O que seria ser forte? Aguentar uma grande quantidade de peso ou sobreviver a vida? As pessoas têm uma mania feia de rotular tudo, as dores como sendo maiores ou menores, suportáveis ou insuportáveis e por aí vai. É tão ridículo caracterizar os sentimentos dos outros. Os sentimentos são dos outros, não tem nada a ver comigo ou com você. Tem a ver com aquela pessoa, com o que ela passa, com o que ela lida todos os dias. Coisas que inclusive você não sabe, na verdade, você nem sonha. Porque as pessoas que mais sofrem, que mais choram, são aquelas que fazem você sorrir, que fazem você gargalhar alto, são aquelas que seguram o mundo de um estranho só para aliviar um pouco a carga, mesmo estando com os ombros cansados.

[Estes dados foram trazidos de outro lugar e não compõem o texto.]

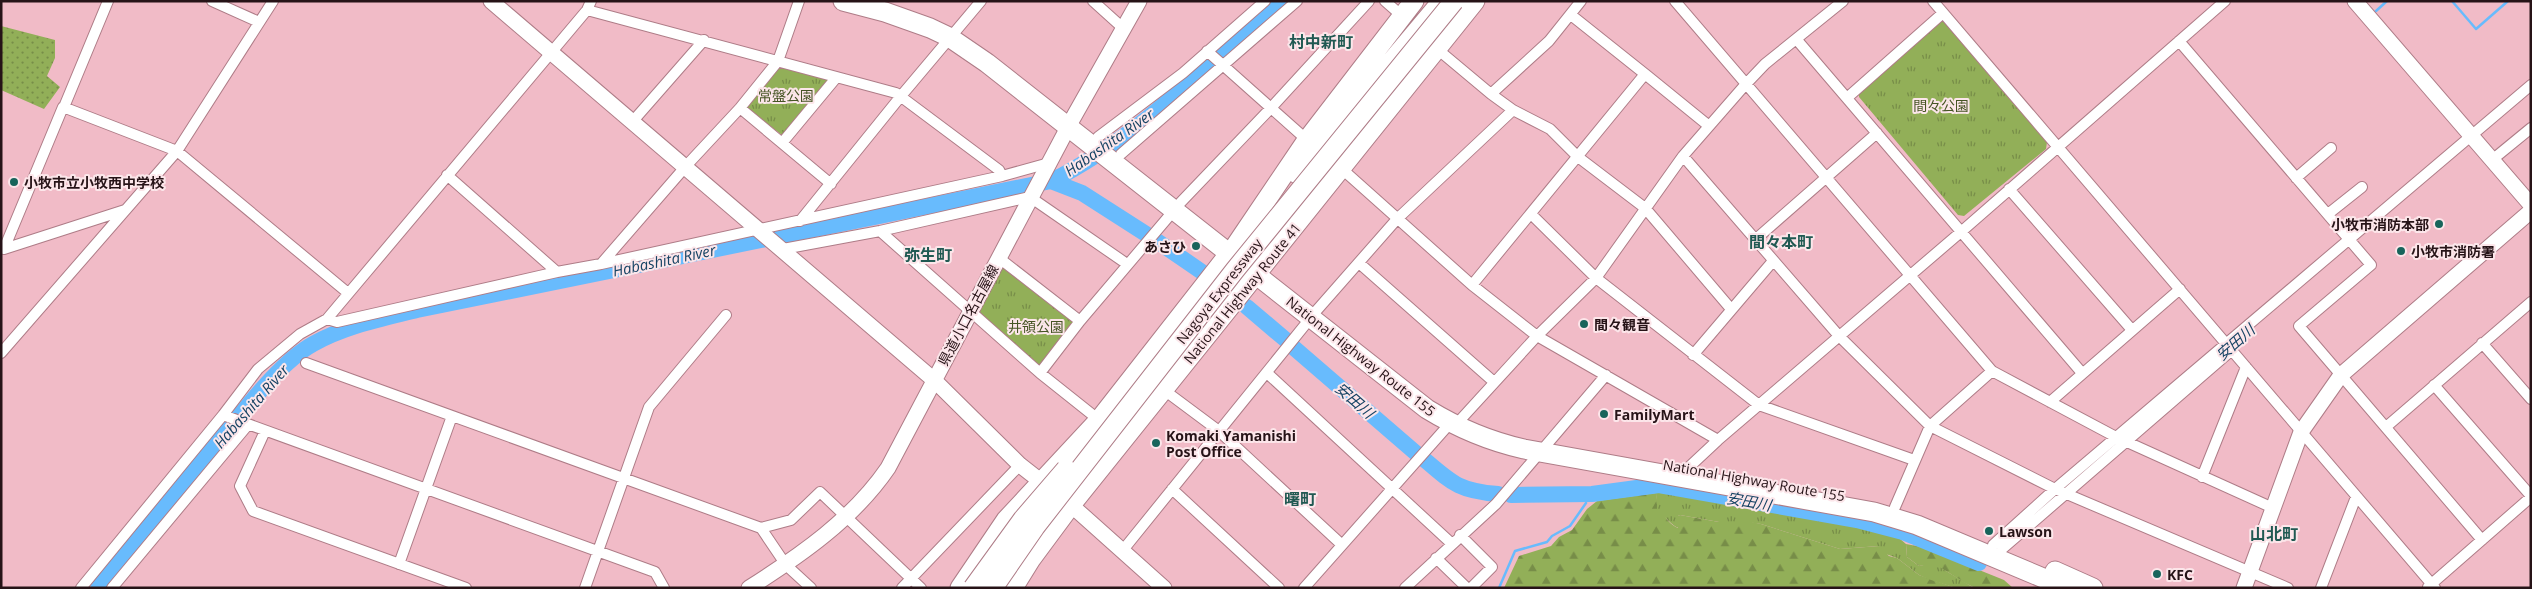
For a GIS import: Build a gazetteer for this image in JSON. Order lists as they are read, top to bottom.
{
  "streets": {
    "highway": ["Nagoya Expressway", "National Highway Route 41", "National Highway Route 155"],
    "street": ["県道小口名古屋線"]
  },
  "crossings": [
    ["Nagoya Expressway", "National Highway Route 41"],
    ["National Highway Route 41", "National Highway Route 155"],
    ["県道小口名古屋線", "National Highway Route 155"]
  ],
  "districts": [
    "村中新町",
    "間々本町",
    "弥生町",
    "曙町",
    "山北町"
  ],
  "water": ["Habashita River", "安田川"],
  "parks": ["常盤公園", "間々公園", "井領公園"],
  "places": [
    "小牧市立小牧西中学校",
    "小牧市消防本部",
    "あさひ",
    "小牧市消防署",
    "間々観音",
    "FamilyMart",
    "Komaki Yamanishi Post Office",
    "Lawson",
    "KFC"
  ]
}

Na frente dos outros não deixamos a peteca cair, não deixamos o sorriso sumir, não deixamos a piada perder a graça. E sim, eu faço parte desse grupo. Sou da turma dos palhaços, dos "só presta para rir".

Sorrimos porque é mais fácil, é mais aceitável e não porque somos felizes.

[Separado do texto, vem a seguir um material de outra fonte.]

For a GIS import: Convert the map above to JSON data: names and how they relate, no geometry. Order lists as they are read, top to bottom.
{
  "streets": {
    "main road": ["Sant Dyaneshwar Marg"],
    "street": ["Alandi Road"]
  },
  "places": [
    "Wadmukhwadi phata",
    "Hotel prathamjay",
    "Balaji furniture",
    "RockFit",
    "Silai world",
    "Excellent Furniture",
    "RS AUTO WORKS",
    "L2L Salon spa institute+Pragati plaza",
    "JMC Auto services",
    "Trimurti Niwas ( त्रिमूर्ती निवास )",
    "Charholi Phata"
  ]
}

Até porque no meu caso, ser feliz nunca foi meu forte.

...

Era um sábado e só faltava minha irmã ficar pronta para saírmos. Eu e minha mãe estávamos tão impacientes que resolvemos ir na frente. Paciência é algo que não possuo muito e nem teria de quem ter herdado.

Tudo parecia normal, sempre parece na verdade, não é como saber que o gás está prestes acabar ou que a caneta vai estourar.

Uma moto passou nos olhando e parou mais a frente.

Os dois homens até então desconhecidos tiraram os capacetes.

...

Se isso acontecesse hoje, eu teria me desmanchado em bosta só nessa paradinha.

Mas, enfim.

...


Eles pareciam dois clones do meu pai. Ficaram nos olhando a uma certa distância e minha mãe logo se aproximou. Desloquei o quadril para o lado e fiquei observando tentando fazer leitura labial, minha mãe parecia chocada e eu fiquei contando a quantidade de interrogações que estavam rondando a minha cabeça. Quando tentei me aproximar minha mãe fez sinal para que eu esperasse.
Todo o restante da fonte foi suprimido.